The researchers found that although group sizes were larger in the dry season compared to the wet season at the population level, that was not so at the clan level. A clan is a social subunit of the population and the most inclusive social unit; the females of one clan do not interact with those of another. The researchers also found that there were stronger associations between females in the wet season than in the dry season at the population level, but no consistent differences of the same at the clan level.

“Elephants were more dispersed in the forest in the wet season and congregated near the Kabini backwaters in the dry season. Thus, seasonality seemed to affect the way in which elephants use their habitats, but not their group size or social structure within clans,” explains Dr Nandini on the findings.

Irrespective of the number of females in clans, groups within clans retained a similar average size, suggesting that there is some restriction, probably resource availability, that limits group sizes to small numbers. The fission-fusion dynamics of this population, therefore, appeared to be more for clan members to meet up and socialise with multiple clan-mates while maintaining a small group size, rather than to increase or decrease the size of the groups. One of the reasons for these extended associations could be allomothering - a kind of ‘babysitting’ where a female takes care of the calf of another, to give her some respite from the constant demands of her little one. Other reasons could be to exchange information about distribution of food and presence of predators, or for strengthening social bonds. Though the exact importance of these factors in maintaining the observed social structure is not known, the researchers plan to examine them in future.

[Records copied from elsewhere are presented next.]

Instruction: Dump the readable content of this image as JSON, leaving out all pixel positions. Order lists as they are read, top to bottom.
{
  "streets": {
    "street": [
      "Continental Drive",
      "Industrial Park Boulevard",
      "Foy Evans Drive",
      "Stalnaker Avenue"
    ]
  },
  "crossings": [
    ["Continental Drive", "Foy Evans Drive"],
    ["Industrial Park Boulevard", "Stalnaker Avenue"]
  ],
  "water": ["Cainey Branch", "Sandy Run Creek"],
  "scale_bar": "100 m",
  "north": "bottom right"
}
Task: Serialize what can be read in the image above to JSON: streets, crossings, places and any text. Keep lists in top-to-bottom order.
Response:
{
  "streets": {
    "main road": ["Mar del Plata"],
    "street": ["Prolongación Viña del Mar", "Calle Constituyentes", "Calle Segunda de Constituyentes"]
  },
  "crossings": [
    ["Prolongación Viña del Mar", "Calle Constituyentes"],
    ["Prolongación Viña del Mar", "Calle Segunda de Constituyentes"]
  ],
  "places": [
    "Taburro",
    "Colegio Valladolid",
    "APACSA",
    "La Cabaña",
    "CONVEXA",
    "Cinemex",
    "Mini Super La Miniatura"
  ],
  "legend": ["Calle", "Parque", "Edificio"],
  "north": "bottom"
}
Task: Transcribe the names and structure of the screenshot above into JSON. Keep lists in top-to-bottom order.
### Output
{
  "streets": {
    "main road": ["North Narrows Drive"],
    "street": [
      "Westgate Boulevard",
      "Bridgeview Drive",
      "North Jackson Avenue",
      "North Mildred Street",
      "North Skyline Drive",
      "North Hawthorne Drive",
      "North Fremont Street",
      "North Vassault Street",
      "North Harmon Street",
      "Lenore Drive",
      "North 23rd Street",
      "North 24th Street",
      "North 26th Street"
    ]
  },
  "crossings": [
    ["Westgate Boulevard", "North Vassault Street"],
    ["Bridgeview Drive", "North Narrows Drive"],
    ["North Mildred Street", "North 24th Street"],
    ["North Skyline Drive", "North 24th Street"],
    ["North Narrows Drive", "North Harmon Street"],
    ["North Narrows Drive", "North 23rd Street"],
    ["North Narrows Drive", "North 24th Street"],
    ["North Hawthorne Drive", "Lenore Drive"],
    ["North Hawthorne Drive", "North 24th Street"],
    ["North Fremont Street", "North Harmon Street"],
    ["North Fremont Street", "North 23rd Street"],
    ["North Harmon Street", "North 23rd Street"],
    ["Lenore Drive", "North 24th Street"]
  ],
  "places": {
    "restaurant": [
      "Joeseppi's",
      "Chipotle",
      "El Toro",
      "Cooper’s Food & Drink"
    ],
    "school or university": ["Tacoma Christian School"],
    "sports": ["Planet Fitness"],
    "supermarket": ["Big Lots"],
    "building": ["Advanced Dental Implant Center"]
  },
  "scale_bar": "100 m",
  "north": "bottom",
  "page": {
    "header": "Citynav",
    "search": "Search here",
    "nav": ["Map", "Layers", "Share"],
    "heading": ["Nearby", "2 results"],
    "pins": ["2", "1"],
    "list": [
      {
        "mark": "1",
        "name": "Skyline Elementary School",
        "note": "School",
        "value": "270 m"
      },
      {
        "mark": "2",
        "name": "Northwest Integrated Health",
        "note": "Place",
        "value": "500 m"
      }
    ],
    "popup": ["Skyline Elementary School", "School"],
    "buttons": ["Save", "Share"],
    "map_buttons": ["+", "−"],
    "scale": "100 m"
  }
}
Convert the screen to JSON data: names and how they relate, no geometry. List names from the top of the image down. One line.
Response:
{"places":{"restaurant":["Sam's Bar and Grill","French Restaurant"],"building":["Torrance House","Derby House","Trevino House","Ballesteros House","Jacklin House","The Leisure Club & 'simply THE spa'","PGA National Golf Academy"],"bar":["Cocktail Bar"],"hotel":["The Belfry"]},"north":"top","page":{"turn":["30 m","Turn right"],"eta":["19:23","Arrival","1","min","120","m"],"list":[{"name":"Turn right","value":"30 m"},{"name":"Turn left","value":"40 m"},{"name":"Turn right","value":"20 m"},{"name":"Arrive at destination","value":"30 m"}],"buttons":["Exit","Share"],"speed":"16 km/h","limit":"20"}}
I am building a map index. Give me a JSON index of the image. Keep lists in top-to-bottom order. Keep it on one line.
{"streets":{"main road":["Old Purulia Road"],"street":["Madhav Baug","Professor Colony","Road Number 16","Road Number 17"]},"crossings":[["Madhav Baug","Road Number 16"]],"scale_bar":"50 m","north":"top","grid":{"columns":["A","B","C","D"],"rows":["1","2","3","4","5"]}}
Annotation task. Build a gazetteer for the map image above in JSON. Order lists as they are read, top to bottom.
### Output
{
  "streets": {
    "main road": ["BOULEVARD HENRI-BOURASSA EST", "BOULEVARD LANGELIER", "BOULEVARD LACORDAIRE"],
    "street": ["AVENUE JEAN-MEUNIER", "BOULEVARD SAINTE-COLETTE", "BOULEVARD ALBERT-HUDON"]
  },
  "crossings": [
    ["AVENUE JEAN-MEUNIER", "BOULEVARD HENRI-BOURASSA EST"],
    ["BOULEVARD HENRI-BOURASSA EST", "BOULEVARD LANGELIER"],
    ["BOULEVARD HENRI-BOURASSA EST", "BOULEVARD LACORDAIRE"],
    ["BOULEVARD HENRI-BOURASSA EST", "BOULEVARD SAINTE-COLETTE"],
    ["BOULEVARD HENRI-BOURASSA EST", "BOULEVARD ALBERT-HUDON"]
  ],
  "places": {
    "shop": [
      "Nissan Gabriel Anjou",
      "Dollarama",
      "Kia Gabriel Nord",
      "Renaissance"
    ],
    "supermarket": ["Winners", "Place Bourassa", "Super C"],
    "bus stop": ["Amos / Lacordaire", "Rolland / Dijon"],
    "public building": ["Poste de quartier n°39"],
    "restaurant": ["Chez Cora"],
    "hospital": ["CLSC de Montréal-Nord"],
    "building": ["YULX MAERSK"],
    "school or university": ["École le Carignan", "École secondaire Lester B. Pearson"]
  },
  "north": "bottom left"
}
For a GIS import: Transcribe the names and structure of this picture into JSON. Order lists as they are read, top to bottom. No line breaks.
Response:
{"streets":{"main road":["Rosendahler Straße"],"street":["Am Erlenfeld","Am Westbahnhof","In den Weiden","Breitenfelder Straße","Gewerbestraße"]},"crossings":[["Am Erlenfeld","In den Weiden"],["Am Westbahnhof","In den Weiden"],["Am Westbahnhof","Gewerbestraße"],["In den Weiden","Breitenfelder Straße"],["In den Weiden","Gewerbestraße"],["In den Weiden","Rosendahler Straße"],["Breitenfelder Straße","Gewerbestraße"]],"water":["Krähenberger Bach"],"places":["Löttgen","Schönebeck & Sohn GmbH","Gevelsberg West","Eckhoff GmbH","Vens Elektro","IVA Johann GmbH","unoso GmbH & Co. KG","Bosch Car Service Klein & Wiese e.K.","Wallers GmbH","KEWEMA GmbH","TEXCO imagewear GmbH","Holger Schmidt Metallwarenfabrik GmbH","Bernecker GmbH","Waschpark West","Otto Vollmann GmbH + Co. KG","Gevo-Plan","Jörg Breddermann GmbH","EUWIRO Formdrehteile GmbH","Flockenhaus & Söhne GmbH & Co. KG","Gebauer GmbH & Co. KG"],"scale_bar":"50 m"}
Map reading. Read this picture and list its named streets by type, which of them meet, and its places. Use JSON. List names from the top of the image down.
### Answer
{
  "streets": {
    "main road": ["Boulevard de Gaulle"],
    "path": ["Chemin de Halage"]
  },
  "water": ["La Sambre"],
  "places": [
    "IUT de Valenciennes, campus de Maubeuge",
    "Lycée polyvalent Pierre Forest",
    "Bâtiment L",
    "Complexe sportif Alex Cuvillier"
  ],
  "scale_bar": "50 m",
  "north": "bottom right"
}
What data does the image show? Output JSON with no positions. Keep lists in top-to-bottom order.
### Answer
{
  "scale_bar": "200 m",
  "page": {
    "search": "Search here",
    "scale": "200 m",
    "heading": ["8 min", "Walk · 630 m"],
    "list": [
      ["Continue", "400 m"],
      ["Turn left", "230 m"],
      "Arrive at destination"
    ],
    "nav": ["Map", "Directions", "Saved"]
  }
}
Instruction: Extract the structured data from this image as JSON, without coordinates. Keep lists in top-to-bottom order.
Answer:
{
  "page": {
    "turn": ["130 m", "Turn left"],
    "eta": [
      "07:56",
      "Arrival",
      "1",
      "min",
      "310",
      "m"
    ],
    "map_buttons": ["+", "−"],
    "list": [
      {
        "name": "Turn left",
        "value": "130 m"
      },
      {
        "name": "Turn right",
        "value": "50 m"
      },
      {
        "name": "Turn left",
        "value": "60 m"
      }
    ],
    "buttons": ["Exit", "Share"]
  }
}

This project was part of the Kabini Elephant Project started by Dr Vidya in 2009, to study how ecological factors and genetic relatedness affect behaviour and social organisation. “We are continuing work on understanding social organisation and looking at how resource availability shapes social structure and dominance interactions,” she concludes.

Editor's note (3 Jan 2018): The quote by Dr. Nandini was updated based on the vetted version of the article.